Il y a quelques jours le professeur Bernard Bégaud, spécialiste en pharmacovigilance, estimait à environ 6000 le nombre de décès tous les ans attribuables à des prescriptions injustifiées. Ces prescriptions pourraient être retracées et des mesures mises en place s’il était possible d’accéder aux données de l’Assurance maladie qui de son côté n’en fait rien ou trop peu.

Plutôt que d’agir, par exemple en publiant les arrêtés qui autoriseraient l’Agence du médicament à disposer de ces données, la ministre préfère commander un rapport. C’est vrai qu’on a tout le temps devant nous : seulement 500 personnes décèdent chaque mois en France après avoir consommé des médicaments prescrits à mauvais escient.

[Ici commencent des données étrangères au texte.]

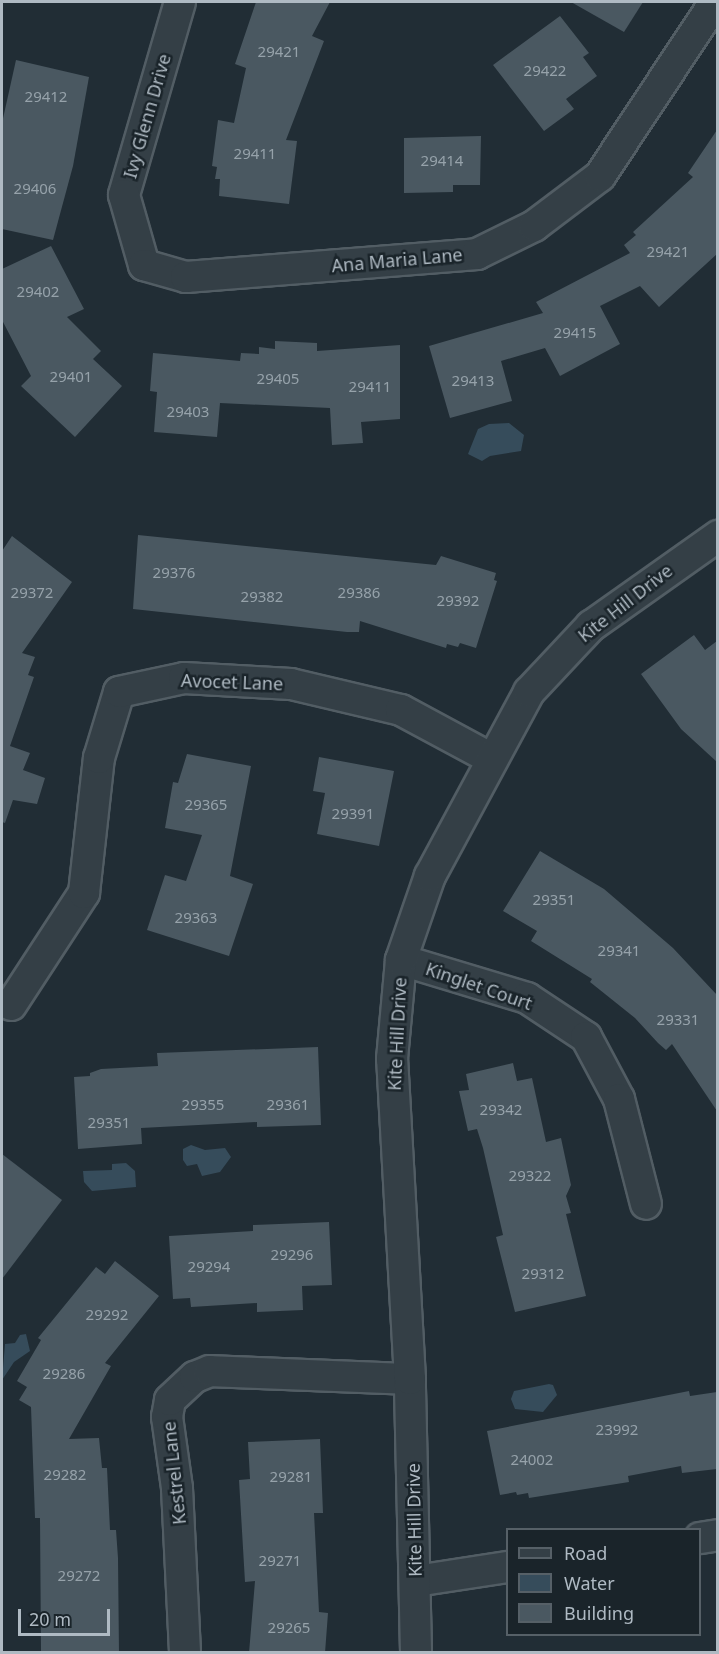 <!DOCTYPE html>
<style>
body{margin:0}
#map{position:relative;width:719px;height:1654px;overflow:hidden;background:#212d35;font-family:"Noto Sans",sans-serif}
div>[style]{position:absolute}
.water>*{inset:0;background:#364c5b}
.building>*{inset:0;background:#4a5861}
.roads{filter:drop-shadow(2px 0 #525d64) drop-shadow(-2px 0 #525d64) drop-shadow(0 2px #525d64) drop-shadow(0 -2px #525d64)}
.minor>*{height:30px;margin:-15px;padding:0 15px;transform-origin:15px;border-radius:15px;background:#343f46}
span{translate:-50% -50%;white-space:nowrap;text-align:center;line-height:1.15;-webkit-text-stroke:5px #1a242a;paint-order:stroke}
.number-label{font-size:15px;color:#96a2aa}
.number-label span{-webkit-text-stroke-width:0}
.street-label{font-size:18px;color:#afbac3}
.frame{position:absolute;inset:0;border:3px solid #afbac3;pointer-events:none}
.legend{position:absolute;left:506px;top:1528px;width:195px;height:108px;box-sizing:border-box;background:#1a242a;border:2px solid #566067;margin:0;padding:8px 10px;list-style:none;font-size:18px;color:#afbac3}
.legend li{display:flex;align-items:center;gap:12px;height:30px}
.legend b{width:30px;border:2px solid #566067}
.scale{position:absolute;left:18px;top:1609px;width:92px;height:27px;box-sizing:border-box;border:3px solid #afbac3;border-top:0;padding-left:8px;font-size:18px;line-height:21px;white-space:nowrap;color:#afbac3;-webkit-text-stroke:4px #1a242a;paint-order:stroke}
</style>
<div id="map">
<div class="water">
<i style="clip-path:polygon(509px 423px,524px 435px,521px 451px,490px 456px,482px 461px,468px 454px,478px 429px,489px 424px)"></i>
<i style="clip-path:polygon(191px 1145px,205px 1150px,225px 1148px,231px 1157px,220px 1172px,202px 1176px,197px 1164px,187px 1166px,183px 1160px,183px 1149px)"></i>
<i style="clip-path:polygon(126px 1163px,135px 1171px,136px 1187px,92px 1191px,84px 1182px,83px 1171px,112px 1170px,112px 1164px)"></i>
<i style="clip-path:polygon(26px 1334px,30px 1351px,14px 1362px,2px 1380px,5px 1344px,15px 1343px,20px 1335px)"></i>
<i style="clip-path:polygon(549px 1384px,553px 1385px,557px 1395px,543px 1412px,515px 1409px,511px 1399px,514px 1391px)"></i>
</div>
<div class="building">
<i style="clip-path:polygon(256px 2px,330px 2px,312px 36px,324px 41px,286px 140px,297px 141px,289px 204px,219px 196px,220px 179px,215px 179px,217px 167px,212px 166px,218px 120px,234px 123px,246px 68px,235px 64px)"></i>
<i style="clip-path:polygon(571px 2px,643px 2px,624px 32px)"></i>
<i style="clip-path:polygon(560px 16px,589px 53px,583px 57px,597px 76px,566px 99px,574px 109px,544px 131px,493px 65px)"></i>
<i style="clip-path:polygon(16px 60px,89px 77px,73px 166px,53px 240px,2px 229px,2px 123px)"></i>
<i style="clip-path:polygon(717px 130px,717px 254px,659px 307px,640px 286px,600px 306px,620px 344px,560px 376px,545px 348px,501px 361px,512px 401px,450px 418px,429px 346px,543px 313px,536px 302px,630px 253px,624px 245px,636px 235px,633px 232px,693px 177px,688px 173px)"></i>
<i style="clip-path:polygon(481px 136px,480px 185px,453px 185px,453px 192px,404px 193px,404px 138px)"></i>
<i style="clip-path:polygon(51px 246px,84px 309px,67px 317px,101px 351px,93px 359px,122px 386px,75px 437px,21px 386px,31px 376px,2px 320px,2px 269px)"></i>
<i style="clip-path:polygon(275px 341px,317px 343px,317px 351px,400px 345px,400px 419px,361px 422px,363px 443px,332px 445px,330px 408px,220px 403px,217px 437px,154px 432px,157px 392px,150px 391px,153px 353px,240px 361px,241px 353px,259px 354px,259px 347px,275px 349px)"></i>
<i style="clip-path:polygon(138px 535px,436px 565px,441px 556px,496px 573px,494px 580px,497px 581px,476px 648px,460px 643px,458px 647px,447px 644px,446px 648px,360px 621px,359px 632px,347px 632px,133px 609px)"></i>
<i style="clip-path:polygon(12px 536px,72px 582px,22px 653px,35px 657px,28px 675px,34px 677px,10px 746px,30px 753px,23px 770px,45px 778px,37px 804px,13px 800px,5px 823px,2px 822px,2px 551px)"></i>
<i style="clip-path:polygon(694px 635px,705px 650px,717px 641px,717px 762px,681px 729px,641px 674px)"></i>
<i style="clip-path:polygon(187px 754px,251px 766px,230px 876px,253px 884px,229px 956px,147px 930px,165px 875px,186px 881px,202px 835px,165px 828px,173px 782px,178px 783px)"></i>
<i style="clip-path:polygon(319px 757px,394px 771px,379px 846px,317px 834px,325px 793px,313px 791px)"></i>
<i style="clip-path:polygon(540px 851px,604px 889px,673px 948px,717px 995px,717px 1111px,672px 1044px,666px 1050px,658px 1043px,635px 1018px,590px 982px,592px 979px,531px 941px,537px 931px,503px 911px)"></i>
<i style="clip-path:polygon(318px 1047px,321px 1125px,257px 1127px,257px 1122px,141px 1128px,142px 1144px,78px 1149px,74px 1077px,90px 1076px,90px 1073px,101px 1069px,158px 1066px,157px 1053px)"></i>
<i style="clip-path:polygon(513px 1063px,517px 1081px,532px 1078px,546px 1142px,561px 1138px,571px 1185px,566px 1196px,571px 1213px,566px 1214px,586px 1296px,515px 1312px,496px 1237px,503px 1235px,483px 1148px,477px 1129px,468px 1131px,459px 1091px,469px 1090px,466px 1074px)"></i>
<i style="clip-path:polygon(2px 1154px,62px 1200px,2px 1279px)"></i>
<i style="clip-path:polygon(329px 1222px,332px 1285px,302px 1286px,303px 1310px,257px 1312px,257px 1303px,191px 1307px,190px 1298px,173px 1299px,169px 1236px,253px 1231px,253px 1225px)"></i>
<i style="clip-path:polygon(115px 1261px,159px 1296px,105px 1363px,111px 1366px,69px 1439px,99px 1438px,102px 1468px,107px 1468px,110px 1530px,116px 1530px,118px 1558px,119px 1653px,41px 1653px,40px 1518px,35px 1518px,31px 1407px,19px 1400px,27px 1387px,17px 1381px,41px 1340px,38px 1338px,96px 1267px,105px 1274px)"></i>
<i style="clip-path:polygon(689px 1391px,690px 1396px,717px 1392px,717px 1469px,682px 1473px,681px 1466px,628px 1476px,629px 1482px,529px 1498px,528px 1493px,517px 1495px,516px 1492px,500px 1495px,487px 1431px)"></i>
<i style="clip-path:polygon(320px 1439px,323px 1513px,314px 1513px,319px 1612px,328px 1613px,325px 1653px,249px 1653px,255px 1581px,245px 1582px,239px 1480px,250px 1479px,248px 1442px)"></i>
</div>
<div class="roads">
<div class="minor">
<i style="left:180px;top:2px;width:201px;rotate:106.2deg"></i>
<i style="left:124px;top:195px;width:73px;rotate:74.1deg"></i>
<i style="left:144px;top:265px;width:44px;rotate:15.9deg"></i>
<i style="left:186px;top:277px;width:292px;rotate:-4.5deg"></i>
<i style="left:477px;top:254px;width:64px;rotate:-26.2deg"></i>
<i style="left:534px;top:226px;width:83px;rotate:-37.1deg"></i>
<i style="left:600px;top:176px;width:209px;rotate:-56.5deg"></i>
<i style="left:401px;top:960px;width:132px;rotate:16.8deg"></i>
<i style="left:527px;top:998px;width:71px;rotate:33.5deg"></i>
<i style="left:586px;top:1037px;width:70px;rotate:62deg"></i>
<i style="left:619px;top:1099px;width:108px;rotate:75.6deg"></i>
<i style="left:11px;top:1005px;width:134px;rotate:-56.9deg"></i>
<i style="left:84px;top:893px;width:136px;rotate:-83.7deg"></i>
<i style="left:99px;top:758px;width:69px;rotate:-73.1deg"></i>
<i style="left:119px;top:692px;width:66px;rotate:-12.2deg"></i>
<i style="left:184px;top:678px;width:107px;rotate:3.2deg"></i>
<i style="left:291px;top:684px;width:113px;rotate:13.3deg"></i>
<i style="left:401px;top:710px;width:101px;rotate:28.3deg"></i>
<i style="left:700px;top:1538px;width:18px;rotate:-9deg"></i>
<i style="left:416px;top:1581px;width:93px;rotate:-8.7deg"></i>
<i style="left:185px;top:1652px;width:164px;rotate:-92.8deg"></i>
<i style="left:177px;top:1488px;width:72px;rotate:-98deg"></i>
<i style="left:167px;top:1417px;width:17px;rotate:-80deg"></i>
<i style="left:170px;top:1400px;width:34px;rotate:-43deg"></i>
<i style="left:195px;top:1377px;width:16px;rotate:-22deg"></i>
<i style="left:210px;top:1371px;width:200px;rotate:2.3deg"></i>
<i style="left:416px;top:1652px;width:273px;rotate:-91.3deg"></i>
<i style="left:410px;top:1379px;width:321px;rotate:-93.2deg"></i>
<i style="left:392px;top:1059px;width:99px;rotate:-84.8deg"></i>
<i style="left:401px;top:960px;width:89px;rotate:-71deg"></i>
<i style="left:430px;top:876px;width:209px;rotate:-61.7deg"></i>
<i style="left:529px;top:692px;width:91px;rotate:-46.8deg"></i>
<i style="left:591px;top:626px;width:156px;rotate:-35.3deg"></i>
</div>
</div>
<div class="number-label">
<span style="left:279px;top:52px">29421</span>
<span style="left:545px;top:71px">29422</span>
<span style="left:46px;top:97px">29412</span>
<span style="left:255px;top:154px">29411</span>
<span style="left:442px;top:161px">29414</span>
<span style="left:35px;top:189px">29406</span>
<span style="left:668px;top:252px">29421</span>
<span style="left:38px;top:292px">29402</span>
<span style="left:575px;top:333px">29415</span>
<span style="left:71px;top:377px">29401</span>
<span style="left:278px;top:379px">29405</span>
<span style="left:473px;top:381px">29413</span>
<span style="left:370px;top:387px">29411</span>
<span style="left:188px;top:412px">29403</span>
<span style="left:174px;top:573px">29376</span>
<span style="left:32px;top:593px">29372</span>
<span style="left:359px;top:593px">29386</span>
<span style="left:262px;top:597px">29382</span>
<span style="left:458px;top:601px">29392</span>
<span style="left:206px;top:805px">29365</span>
<span style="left:353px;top:814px">29391</span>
<span style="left:554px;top:900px">29351</span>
<span style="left:196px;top:918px">29363</span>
<span style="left:619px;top:951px">29341</span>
<span style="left:678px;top:1020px">29331</span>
<span style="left:203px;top:1105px">29355</span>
<span style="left:288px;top:1105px">29361</span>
<span style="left:501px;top:1110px">29342</span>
<span style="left:109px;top:1123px">29351</span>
<span style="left:530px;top:1176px">29322</span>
<span style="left:292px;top:1255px">29296</span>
<span style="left:209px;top:1267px">29294</span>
<span style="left:543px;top:1274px">29312</span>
<span style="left:107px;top:1315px">29292</span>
<span style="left:64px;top:1374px">29286</span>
<span style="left:617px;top:1430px">23992</span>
<span style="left:532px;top:1460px">24002</span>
<span style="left:65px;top:1475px">29282</span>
<span style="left:291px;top:1477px">29281</span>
<span style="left:280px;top:1561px">29271</span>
<span style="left:79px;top:1576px">29272</span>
<span style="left:289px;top:1628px">29265</span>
</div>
<div class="street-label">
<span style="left:147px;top:116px;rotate:-74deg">Ivy Glenn Drive</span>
<span style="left:397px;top:260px;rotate:-5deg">Ana Maria Lane</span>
<span style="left:625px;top:603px;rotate:-38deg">Kite Hill Drive</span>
<span style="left:232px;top:682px;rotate:2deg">Avocet Lane</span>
<span style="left:479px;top:986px;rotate:19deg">Kinglet Court</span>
<span style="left:397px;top:1034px;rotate:-87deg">Kite Hill Drive</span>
<span style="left:174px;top:1473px;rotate:-96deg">Kestrel Lane</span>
<span style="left:414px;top:1520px;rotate:-91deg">Kite Hill Drive</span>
</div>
<div class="frame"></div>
<ul class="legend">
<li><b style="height:8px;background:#343f46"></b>Road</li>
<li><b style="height:16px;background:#364c5b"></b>Water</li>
<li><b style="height:16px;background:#4a5861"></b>Building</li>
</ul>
<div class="scale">20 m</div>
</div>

Pendant ce temps, malgré un message de relance la semaine dernière, on est toujours (presque) sans nouvelle des cent caisses primaires d’Assurance maladie (CPAM) que l’Initiative a contactées il y a maintenant 24 jours pour obtenir des données sur la consommation de Mediator. Deux exceptions à ce silence :

  • La première, la CPAM de Basse-Normandie nous a invité à contacter la caisse nationale pour voir si elle y était. Quant à la seconde, la CPAM de La Manche, son directeur nous a poliment indiqué que l’Initiative pouvait toujours courir pour obtenir quoi que ce soit de ses services.
  • Pourquoi l’Assurance maladie se montre-t-elle si discrète sur les détails de son action dans la gestion de ce dossier ? Poser la question, c’est un peu y répondre.